The above hymn continues with the theme of nudity versus being clothed.  Christ, God in the flesh, standing naked in a river is presented as defying logic even for the physical world.  It simply doesn’t make sense.  How can the invisible and ineffable God appear naked in a river?  Because in becoming human, the incarnated God has a body.   God clothed the skies with clouds, yet humbles Himself to stand naked in a river before humanity.  The humility and love of God transcends understanding!   The hymn says God will strip Satan of all power, and expose Satan as powerless.  That same God clothes mortal humans in immortality.   This is the mystery of God’s salvation and the very truth we celebrate in the Feasts of the Church.

The Feast of Christ’s birth has passed.  It shone more brightly than the sun!

The day of His manifestation is on its way.  That day will be even more radiant….

Christ wipes away the tears from every face.  He comes to heal the diseases of souls.

He frees us from afflictions in the waters.  He creates defeated man anew.

We sing and exalt Him throughout all ages!
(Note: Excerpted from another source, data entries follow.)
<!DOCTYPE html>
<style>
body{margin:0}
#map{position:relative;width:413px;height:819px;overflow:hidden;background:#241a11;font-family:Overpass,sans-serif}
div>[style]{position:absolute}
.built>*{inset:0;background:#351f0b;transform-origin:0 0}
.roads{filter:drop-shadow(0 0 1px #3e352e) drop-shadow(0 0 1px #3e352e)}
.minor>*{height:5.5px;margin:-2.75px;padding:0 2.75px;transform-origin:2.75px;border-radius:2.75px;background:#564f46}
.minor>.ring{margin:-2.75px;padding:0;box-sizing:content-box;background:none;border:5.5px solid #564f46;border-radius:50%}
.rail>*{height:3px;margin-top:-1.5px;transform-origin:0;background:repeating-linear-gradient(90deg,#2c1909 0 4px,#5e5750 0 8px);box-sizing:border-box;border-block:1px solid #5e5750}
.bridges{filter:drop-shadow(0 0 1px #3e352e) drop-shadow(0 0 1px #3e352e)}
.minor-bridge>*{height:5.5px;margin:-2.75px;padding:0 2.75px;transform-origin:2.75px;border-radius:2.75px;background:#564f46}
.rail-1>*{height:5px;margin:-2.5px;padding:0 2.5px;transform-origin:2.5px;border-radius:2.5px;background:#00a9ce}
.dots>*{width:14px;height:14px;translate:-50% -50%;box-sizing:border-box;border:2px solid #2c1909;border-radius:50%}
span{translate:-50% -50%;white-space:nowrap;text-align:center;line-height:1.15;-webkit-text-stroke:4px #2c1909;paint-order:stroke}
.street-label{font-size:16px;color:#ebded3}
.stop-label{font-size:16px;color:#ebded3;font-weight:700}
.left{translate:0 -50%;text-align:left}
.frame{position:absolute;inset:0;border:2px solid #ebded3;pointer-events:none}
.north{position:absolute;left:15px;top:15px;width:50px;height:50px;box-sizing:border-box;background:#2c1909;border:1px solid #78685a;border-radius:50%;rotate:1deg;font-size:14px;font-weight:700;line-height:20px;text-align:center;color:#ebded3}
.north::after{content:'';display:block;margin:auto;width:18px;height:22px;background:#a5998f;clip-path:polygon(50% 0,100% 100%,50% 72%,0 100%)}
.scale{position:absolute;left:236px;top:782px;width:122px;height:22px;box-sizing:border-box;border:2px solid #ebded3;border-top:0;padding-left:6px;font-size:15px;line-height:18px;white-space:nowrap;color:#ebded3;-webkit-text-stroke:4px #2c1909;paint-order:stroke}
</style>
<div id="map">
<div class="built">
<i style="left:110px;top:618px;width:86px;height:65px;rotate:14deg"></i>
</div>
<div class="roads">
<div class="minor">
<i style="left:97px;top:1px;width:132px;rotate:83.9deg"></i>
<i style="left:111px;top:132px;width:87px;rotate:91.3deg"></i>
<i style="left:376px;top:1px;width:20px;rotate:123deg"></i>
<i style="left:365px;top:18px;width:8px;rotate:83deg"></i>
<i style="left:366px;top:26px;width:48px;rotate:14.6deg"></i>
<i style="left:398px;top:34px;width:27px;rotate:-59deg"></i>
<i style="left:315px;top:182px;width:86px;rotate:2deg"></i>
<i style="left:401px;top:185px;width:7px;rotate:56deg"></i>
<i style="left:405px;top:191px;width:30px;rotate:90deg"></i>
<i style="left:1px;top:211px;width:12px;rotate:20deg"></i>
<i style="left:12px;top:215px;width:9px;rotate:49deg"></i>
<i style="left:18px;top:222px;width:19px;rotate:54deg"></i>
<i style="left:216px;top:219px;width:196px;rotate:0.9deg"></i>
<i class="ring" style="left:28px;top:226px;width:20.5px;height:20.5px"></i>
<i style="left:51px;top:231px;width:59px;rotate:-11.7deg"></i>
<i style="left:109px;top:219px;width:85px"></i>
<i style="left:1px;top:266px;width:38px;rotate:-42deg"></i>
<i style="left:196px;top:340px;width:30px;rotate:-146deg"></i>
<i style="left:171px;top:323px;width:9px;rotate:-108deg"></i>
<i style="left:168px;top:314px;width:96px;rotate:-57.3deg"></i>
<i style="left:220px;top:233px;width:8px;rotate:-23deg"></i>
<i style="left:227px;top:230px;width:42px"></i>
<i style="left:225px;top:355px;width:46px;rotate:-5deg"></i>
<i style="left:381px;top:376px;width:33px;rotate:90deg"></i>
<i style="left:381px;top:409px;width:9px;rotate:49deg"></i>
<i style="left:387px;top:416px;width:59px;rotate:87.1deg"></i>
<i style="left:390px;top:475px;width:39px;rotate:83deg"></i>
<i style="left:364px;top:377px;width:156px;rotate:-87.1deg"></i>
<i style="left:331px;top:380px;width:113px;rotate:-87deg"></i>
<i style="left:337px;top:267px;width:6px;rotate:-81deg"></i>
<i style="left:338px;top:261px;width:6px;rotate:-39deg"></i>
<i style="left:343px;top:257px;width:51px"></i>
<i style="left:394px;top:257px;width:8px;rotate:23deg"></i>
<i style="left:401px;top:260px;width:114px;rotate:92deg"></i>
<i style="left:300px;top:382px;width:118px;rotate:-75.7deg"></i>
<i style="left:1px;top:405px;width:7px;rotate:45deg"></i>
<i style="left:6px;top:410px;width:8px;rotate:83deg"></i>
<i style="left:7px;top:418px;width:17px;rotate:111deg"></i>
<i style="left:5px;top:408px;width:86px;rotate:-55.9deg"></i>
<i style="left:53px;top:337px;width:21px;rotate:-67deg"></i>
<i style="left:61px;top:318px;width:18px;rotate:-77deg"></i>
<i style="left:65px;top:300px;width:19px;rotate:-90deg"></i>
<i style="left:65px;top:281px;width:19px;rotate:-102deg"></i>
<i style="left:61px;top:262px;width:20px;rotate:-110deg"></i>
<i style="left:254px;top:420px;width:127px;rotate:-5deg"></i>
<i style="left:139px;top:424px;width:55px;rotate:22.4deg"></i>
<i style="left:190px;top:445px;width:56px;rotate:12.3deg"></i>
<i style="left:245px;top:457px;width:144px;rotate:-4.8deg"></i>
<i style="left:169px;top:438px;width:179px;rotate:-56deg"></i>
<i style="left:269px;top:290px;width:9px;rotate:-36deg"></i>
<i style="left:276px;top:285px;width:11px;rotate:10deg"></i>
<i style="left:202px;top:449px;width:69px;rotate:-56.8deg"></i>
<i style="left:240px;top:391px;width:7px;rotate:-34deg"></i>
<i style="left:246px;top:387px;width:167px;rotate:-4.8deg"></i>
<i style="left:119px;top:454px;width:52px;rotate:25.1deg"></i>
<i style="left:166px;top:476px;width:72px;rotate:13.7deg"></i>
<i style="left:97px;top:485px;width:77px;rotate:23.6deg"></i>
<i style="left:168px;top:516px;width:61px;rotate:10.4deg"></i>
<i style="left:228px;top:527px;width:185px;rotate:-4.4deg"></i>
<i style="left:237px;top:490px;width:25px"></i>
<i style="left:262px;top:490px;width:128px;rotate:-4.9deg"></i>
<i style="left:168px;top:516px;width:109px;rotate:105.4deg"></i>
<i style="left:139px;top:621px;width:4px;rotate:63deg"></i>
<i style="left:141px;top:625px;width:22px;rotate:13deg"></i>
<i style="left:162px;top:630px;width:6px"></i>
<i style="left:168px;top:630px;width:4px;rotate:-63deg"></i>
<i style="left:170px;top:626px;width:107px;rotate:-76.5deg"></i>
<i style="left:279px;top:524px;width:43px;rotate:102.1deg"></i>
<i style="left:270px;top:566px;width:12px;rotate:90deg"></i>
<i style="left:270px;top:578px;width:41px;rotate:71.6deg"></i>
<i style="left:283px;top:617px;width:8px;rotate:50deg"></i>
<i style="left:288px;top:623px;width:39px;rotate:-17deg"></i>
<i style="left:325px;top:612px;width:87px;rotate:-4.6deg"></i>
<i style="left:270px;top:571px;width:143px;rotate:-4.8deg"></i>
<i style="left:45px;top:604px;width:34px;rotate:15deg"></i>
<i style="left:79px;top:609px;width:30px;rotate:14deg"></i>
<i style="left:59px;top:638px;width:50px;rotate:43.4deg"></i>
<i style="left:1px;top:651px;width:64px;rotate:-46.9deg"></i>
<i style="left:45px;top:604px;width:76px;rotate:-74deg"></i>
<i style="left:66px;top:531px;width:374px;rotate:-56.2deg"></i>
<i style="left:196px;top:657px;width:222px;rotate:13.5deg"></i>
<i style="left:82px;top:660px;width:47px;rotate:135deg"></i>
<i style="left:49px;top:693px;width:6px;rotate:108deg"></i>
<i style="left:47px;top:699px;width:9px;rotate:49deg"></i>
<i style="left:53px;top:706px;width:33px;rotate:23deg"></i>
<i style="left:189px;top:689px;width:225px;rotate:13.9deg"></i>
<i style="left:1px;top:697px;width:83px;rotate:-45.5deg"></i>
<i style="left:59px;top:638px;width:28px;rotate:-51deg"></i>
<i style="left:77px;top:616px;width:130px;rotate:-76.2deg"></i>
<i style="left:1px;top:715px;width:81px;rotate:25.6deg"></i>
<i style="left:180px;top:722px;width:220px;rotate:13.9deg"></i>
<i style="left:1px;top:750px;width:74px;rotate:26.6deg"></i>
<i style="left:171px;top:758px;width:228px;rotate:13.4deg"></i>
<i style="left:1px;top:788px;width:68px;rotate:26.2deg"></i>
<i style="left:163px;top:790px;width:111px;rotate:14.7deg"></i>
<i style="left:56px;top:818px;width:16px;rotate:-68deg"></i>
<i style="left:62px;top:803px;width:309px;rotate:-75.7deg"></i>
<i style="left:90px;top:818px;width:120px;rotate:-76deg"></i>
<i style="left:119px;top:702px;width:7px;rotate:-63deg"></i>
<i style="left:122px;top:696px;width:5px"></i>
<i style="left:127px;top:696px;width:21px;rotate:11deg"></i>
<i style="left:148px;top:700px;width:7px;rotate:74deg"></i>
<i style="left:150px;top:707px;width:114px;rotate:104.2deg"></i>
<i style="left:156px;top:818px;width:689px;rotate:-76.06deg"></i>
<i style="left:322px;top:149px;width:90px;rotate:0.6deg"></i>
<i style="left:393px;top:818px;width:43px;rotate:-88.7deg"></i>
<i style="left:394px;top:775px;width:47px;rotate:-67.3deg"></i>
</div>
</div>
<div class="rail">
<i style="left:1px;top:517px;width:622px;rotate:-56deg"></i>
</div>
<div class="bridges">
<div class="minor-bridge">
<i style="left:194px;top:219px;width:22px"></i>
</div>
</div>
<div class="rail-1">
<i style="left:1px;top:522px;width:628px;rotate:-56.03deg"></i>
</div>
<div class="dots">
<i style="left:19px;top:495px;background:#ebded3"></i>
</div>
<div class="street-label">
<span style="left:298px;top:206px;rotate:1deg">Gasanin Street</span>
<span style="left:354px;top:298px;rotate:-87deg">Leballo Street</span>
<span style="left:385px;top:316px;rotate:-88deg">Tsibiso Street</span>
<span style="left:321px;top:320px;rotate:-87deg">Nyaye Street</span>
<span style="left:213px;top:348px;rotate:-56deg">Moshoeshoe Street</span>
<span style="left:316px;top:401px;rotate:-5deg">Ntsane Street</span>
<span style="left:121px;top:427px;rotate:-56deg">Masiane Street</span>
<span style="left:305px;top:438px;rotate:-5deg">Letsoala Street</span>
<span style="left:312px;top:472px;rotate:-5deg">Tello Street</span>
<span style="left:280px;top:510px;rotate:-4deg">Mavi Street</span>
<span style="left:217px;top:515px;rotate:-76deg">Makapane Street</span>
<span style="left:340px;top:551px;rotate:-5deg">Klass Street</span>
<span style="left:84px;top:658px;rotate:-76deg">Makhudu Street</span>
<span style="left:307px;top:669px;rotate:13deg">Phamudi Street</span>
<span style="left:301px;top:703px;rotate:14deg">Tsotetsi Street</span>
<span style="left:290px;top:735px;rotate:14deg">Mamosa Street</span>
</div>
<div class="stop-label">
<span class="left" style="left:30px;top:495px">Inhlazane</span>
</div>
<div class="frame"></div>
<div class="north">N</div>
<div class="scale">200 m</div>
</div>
The hymn expresses how everything that Christ did, from His conception in the Virgin’s womb to His resurrection, was done for our salvation.  In His baptism, Christ is recreating humanity.  It is not the crucifixion alone which saves us.  We are saved by the very person of Christ.  The incarnation begins human salvation.  In the Orthodox Church we celebrate all of the saving acts of Christ and recognize that because He is God, each thing Christ did was done to restore humanity to its natural condition.  Note also that in the Orthodox Church the Feast of Theophany is viewed as being a more glorious Feast than Christmas!

Creator of the hours and the years,

in Your loving kindness, you have come under time!

You shone forth timelessly from the all-unoriginate Father

and have come to wash away in the streams of the Jordan

the transgressions committed throughout all ages!

The hymns point out frequently the significance of Christ is that He is God incarnate.  The God who created time and space enters into time and space in the person of Jesus Christ.  The relativity of time takes on special significance in the theology of the incarnation!   God exists outside of time with time having no meaning in relationship to God.  And yet, God enters into time in order to raise mortal humanity to an eternal state.  This is the mystical theology of Christianity proclaimed and celebrated in its Feasts.  So in one of the hymns from Matins of Theophany proclaims:

The sea and cloud in which the people of Israel were once baptized

by the lawgiver Moses as they journeyed from Egypt,

prefigured the wonder of the baptism of God!  

The sea was an image of the water and the cloud an image of the Spirit

by which we are initiated and cry aloud:

blessed are You, O God of our fathers!

In the events of Christ’s life which we celebrate in the Feasts of the Church are both hidden and revealed the meaning and purpose of all that the Old Testament describes.    In reading the New Testament, we understand the significance of Old Testament events whose full purpose and meaning was hidden until being revealed in Christ.  The Old Testament prefigures the New and is found in and revealed through the Gospel.  The Gospel events give meaning to the Old Covenant, for those events are now revealed as foreshadowing the new.